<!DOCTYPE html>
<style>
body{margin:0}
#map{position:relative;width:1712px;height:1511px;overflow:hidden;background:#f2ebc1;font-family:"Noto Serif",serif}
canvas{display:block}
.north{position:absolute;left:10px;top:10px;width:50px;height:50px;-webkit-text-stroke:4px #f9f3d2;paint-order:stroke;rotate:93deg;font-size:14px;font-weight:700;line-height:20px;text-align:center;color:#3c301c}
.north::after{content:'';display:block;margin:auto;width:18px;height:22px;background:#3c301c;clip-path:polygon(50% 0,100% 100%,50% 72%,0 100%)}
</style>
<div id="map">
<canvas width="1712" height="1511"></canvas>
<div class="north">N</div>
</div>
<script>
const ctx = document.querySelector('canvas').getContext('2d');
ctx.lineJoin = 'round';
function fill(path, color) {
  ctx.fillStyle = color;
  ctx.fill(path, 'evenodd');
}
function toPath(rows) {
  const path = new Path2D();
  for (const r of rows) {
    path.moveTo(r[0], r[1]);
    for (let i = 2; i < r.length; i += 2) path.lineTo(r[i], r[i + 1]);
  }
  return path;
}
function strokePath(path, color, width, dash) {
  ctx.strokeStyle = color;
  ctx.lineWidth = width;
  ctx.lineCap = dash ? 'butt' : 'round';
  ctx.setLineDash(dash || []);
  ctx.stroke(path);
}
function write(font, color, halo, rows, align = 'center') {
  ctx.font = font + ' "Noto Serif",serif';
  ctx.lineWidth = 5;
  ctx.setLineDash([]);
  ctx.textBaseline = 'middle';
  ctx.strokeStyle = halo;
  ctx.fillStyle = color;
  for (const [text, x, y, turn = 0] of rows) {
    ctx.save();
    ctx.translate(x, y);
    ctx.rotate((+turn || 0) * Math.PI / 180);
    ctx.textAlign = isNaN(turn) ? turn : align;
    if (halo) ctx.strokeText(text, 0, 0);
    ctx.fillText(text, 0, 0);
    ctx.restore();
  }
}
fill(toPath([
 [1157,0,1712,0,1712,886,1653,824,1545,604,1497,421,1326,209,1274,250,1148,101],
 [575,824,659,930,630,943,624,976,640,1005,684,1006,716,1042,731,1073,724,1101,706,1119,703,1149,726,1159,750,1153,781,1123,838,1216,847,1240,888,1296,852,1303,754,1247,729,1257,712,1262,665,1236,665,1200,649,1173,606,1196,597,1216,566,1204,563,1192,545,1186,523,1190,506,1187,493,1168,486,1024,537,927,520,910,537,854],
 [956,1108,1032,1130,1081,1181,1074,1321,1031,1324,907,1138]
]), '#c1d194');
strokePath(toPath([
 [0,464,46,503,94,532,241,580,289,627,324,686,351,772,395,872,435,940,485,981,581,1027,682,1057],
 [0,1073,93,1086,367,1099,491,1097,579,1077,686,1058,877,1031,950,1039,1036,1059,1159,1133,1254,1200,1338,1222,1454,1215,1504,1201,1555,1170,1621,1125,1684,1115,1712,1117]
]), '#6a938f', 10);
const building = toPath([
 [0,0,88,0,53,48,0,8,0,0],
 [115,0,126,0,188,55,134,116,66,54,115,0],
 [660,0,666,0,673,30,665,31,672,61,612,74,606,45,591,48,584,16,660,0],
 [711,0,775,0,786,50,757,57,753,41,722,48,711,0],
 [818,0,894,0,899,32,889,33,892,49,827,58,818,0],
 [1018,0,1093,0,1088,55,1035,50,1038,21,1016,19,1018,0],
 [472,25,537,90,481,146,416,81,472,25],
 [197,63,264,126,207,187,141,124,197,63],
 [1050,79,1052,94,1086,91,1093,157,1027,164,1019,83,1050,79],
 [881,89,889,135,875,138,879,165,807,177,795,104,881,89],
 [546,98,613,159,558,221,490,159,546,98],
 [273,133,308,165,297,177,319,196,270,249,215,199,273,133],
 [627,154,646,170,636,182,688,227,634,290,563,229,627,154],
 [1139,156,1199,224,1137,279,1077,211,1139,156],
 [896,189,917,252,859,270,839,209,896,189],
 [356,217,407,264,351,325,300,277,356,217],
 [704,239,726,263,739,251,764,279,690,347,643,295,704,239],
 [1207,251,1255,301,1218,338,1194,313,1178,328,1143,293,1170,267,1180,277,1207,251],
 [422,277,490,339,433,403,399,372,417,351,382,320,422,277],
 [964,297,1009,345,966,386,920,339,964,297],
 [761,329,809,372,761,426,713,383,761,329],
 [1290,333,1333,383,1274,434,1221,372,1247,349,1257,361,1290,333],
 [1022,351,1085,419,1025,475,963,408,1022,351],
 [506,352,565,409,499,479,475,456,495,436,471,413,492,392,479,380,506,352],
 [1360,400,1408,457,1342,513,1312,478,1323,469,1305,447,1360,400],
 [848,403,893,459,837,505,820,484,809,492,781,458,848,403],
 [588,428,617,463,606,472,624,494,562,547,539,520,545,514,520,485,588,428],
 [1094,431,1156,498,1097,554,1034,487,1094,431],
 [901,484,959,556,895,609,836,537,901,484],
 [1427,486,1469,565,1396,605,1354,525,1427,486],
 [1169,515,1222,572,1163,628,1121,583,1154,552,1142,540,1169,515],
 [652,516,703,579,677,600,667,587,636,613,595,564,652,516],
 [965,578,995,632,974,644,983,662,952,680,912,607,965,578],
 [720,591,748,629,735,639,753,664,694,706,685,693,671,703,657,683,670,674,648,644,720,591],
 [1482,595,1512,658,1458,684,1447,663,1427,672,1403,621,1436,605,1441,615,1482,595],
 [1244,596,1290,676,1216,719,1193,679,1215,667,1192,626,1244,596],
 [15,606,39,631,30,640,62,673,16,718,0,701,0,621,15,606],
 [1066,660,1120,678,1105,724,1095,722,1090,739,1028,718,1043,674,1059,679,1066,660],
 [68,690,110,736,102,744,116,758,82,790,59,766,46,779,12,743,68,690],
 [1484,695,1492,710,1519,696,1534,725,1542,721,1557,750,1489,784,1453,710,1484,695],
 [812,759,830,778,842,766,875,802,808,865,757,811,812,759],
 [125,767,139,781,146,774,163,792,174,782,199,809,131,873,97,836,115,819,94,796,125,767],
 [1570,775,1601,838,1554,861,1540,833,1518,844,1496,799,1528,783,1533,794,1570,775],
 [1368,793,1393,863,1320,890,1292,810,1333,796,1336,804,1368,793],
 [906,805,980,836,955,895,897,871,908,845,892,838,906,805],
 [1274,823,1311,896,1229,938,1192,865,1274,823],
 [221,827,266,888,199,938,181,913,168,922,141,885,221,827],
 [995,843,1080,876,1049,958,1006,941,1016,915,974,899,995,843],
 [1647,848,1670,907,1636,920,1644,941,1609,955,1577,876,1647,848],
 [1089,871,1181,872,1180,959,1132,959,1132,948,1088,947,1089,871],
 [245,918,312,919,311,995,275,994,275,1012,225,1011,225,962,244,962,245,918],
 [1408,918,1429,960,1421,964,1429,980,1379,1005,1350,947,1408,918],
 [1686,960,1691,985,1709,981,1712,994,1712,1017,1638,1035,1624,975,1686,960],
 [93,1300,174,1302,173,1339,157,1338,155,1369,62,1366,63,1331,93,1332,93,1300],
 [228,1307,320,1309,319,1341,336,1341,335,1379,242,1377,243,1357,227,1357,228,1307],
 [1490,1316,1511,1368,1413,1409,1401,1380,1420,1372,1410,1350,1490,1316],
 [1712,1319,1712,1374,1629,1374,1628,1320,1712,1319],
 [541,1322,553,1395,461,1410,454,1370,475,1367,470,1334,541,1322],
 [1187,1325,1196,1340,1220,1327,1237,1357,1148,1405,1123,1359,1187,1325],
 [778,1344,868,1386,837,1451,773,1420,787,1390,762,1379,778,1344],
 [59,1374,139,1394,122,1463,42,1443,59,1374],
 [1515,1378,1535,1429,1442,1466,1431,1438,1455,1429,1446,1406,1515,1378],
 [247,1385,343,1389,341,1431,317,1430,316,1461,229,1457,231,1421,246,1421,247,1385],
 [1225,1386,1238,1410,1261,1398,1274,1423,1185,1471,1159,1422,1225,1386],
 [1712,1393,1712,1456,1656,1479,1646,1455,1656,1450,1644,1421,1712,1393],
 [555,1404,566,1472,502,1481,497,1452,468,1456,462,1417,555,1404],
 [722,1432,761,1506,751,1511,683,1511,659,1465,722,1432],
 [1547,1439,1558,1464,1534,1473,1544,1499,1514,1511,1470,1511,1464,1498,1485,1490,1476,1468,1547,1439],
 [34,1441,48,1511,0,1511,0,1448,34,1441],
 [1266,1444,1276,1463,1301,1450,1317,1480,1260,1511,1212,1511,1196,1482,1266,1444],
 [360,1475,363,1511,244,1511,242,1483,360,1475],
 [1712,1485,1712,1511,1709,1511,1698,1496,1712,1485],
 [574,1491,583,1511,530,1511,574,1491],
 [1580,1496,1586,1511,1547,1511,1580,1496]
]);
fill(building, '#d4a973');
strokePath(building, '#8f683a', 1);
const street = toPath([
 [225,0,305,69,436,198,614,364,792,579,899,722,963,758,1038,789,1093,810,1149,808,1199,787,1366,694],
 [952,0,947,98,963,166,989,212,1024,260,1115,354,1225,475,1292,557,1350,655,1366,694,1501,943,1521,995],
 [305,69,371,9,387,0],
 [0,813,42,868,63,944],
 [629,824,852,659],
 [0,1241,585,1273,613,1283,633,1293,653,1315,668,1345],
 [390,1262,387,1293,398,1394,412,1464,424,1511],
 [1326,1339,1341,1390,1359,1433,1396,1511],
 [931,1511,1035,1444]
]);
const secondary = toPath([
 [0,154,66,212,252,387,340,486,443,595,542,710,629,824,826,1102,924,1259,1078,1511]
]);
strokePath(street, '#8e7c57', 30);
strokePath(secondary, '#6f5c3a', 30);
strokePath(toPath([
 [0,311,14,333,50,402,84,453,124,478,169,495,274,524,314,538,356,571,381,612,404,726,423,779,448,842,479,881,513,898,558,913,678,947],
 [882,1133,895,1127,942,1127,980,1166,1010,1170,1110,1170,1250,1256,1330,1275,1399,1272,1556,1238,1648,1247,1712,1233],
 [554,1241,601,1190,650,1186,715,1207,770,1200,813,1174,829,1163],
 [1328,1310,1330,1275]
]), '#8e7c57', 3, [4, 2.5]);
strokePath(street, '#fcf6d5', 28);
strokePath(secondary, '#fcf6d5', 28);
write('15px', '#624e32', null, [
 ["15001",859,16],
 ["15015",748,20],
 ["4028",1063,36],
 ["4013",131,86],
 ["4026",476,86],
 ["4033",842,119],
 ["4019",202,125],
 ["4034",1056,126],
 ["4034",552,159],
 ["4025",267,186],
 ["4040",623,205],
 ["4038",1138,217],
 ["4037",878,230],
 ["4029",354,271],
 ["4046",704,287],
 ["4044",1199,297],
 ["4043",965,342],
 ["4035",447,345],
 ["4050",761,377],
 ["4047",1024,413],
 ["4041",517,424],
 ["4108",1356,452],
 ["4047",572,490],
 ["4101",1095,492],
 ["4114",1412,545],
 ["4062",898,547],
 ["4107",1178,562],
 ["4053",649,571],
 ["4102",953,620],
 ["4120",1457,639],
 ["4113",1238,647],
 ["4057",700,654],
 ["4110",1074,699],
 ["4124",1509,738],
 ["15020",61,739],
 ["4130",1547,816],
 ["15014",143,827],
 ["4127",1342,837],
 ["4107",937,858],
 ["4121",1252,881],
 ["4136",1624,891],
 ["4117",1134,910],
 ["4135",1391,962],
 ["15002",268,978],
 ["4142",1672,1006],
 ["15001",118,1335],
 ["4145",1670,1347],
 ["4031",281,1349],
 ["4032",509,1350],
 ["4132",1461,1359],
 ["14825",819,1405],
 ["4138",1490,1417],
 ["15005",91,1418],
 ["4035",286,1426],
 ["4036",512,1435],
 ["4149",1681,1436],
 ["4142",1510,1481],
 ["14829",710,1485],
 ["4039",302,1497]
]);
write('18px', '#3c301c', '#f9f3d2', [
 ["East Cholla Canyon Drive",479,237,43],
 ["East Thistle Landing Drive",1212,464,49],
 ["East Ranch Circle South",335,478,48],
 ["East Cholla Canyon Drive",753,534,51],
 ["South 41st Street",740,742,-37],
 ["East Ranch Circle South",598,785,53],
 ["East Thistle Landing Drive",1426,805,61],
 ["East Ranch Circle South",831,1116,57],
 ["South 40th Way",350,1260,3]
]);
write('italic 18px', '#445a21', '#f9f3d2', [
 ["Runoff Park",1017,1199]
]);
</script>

——————

Copying word for word, give each line of the data above from the first one through the line containing "ctx.textAlign = isNaN(turn)", and nothing else.

<!DOCTYPE html>
<style>
body{margin:0}
#map{position:relative;width:1712px;height:1511px;overflow:hidden;background:#f2ebc1;font-family:"Noto Serif",serif}
canvas{display:block}
.north{position:absolute;left:10px;top:10px;width:50px;height:50px;-webkit-text-stroke:4px #f9f3d2;paint-order:stroke;rotate:93deg;font-size:14px;font-weight:700;line-height:20px;text-align:center;color:#3c301c}
.north::after{content:'';display:block;margin:auto;width:18px;height:22px;background:#3c301c;clip-path:polygon(50% 0,100% 100%,50% 72%,0 100%)}
</style>
<div id="map">
<canvas width="1712" height="1511"></canvas>
<div class="north">N</div>
</div>
<script>
const ctx = document.querySelector('canvas').getContext('2d');
ctx.lineJoin = 'round';
function fill(path, color) {
  ctx.fillStyle = color;
  ctx.fill(path, 'evenodd');
}
function toPath(rows) {
  const path = new Path2D();
  for (const r of rows) {
    path.moveTo(r[0], r[1]);
    for (let i = 2; i < r.length; i += 2) path.lineTo(r[i], r[i + 1]);
  }
  return path;
}
function strokePath(path, color, width, dash) {
  ctx.strokeStyle = color;
  ctx.lineWidth = width;
  ctx.lineCap = dash ? 'butt' : 'round';
  ctx.setLineDash(dash || []);
  ctx.stroke(path);
}
function write(font, color, halo, rows, align = 'center') {
  ctx.font = font + ' "Noto Serif",serif';
  ctx.lineWidth = 5;
  ctx.setLineDash([]);
  ctx.textBaseline = 'middle';
  ctx.strokeStyle = halo;
  ctx.fillStyle = color;
  for (const [text, x, y, turn = 0] of rows) {
    ctx.save();
    ctx.translate(x, y);
    ctx.rotate((+turn || 0) * Math.PI / 180);
    ctx.textAlign = isNaN(turn) ? turn : align;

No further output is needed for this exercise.